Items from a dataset
※

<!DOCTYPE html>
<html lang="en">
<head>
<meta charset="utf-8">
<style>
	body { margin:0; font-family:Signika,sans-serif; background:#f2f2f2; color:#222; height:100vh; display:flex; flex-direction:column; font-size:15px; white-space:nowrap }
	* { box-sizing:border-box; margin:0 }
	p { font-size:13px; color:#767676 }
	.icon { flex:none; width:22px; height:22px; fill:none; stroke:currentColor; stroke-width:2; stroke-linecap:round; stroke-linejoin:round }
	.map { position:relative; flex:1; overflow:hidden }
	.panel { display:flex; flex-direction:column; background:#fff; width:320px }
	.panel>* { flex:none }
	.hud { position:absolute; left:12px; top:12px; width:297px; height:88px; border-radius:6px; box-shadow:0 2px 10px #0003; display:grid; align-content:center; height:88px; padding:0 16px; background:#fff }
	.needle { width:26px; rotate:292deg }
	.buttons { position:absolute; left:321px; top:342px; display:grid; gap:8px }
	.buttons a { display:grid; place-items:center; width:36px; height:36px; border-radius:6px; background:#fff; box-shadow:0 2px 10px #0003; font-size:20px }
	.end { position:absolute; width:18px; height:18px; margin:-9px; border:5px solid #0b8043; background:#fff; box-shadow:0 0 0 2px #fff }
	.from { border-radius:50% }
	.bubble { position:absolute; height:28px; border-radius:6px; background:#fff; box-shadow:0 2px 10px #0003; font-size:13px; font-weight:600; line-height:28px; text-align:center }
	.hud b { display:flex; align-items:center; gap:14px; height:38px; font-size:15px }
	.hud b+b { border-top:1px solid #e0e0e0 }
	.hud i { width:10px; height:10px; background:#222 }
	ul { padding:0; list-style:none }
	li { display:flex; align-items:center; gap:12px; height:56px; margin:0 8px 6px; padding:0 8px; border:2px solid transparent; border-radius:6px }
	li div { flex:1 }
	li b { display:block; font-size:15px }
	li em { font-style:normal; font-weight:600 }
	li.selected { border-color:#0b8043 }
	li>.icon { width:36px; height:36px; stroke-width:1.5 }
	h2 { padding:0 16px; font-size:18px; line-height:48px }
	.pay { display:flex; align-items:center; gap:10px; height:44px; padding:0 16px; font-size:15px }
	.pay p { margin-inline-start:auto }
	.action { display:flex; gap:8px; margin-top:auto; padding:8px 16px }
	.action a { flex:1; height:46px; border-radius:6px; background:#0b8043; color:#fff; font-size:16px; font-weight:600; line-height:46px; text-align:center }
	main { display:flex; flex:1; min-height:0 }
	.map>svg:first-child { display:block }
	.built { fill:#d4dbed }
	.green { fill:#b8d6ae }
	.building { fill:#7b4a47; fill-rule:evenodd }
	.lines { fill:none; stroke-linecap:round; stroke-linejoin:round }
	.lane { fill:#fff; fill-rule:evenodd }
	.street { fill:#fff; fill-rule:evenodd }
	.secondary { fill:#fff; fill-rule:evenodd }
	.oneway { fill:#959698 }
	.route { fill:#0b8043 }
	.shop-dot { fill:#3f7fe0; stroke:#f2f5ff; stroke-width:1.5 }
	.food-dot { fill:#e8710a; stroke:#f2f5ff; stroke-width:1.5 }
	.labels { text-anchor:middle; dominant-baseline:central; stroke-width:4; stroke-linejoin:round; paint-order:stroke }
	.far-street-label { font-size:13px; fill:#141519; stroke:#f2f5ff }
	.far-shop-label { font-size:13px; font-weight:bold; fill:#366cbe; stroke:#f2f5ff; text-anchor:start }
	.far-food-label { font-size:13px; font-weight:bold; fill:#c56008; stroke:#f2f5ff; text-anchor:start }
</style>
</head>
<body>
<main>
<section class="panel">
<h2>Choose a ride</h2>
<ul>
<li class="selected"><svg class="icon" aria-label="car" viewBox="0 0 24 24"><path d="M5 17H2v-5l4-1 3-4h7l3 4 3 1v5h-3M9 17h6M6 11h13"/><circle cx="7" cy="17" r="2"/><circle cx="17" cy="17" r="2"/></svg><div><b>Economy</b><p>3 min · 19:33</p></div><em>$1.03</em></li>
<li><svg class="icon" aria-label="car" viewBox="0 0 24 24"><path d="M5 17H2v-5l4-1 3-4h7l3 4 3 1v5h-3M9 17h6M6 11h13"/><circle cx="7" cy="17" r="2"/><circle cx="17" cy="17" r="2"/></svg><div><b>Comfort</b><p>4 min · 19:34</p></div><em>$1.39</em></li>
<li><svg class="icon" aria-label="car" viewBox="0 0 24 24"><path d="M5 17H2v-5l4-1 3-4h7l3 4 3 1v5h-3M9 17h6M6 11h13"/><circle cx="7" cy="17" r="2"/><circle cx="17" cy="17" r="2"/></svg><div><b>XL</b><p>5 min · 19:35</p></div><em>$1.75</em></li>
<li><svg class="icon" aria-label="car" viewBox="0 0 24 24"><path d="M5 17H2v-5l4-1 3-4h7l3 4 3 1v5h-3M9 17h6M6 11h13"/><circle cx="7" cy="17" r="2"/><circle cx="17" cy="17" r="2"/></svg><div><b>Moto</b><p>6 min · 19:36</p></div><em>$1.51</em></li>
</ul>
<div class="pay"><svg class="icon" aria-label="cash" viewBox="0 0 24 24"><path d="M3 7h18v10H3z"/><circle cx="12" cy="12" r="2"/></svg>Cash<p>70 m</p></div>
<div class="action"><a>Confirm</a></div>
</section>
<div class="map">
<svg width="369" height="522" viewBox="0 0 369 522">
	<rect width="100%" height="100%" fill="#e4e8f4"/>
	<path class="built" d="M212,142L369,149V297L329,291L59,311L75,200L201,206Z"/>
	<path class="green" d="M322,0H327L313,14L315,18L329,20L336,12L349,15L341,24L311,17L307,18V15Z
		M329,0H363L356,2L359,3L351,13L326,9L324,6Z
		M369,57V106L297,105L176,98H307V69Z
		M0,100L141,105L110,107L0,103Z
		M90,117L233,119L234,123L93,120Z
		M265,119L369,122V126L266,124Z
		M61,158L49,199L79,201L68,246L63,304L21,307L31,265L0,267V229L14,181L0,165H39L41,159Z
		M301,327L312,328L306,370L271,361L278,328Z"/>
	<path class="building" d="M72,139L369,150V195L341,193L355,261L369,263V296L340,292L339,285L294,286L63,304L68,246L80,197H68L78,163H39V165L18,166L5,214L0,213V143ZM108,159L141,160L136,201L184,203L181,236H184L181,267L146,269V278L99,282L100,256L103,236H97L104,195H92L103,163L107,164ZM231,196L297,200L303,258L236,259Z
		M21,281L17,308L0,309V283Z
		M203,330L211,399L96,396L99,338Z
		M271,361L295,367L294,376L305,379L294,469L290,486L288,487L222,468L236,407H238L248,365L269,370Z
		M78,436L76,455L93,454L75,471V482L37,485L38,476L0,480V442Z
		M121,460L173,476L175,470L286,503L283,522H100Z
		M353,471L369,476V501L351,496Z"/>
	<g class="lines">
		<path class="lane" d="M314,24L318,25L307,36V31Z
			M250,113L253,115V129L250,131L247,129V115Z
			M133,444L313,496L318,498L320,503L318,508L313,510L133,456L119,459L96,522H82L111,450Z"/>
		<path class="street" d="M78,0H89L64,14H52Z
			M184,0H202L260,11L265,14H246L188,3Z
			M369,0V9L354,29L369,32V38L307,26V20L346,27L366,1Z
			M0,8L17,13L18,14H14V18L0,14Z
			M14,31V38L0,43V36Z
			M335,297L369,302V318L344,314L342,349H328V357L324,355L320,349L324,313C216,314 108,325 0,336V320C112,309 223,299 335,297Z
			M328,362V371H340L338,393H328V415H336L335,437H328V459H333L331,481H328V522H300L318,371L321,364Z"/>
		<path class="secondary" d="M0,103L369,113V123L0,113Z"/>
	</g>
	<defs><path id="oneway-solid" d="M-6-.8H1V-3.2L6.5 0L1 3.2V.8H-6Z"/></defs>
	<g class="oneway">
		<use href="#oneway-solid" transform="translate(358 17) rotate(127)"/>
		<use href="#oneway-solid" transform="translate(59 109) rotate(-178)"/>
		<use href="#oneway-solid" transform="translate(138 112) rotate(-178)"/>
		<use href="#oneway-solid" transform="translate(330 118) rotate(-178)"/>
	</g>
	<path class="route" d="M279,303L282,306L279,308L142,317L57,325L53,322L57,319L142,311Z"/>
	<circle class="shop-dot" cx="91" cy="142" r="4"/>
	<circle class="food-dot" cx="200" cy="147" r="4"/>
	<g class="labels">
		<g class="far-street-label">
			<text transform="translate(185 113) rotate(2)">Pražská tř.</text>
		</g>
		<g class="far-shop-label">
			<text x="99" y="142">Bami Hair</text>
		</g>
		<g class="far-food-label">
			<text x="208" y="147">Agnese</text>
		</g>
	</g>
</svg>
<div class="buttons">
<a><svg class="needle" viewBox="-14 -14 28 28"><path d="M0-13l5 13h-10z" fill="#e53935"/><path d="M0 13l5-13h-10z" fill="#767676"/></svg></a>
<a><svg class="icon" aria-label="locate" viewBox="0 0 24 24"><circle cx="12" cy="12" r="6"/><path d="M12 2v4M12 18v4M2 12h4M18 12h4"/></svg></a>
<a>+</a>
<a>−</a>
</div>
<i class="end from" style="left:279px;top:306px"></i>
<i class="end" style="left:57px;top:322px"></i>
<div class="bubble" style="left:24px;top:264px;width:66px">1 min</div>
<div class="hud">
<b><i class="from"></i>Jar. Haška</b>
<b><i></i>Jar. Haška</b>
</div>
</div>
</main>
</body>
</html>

※

## ASSIGNED TASK
Check each line of the entries for the word "grid". State how many lines hold it, and write nothing else.

## REPLY
3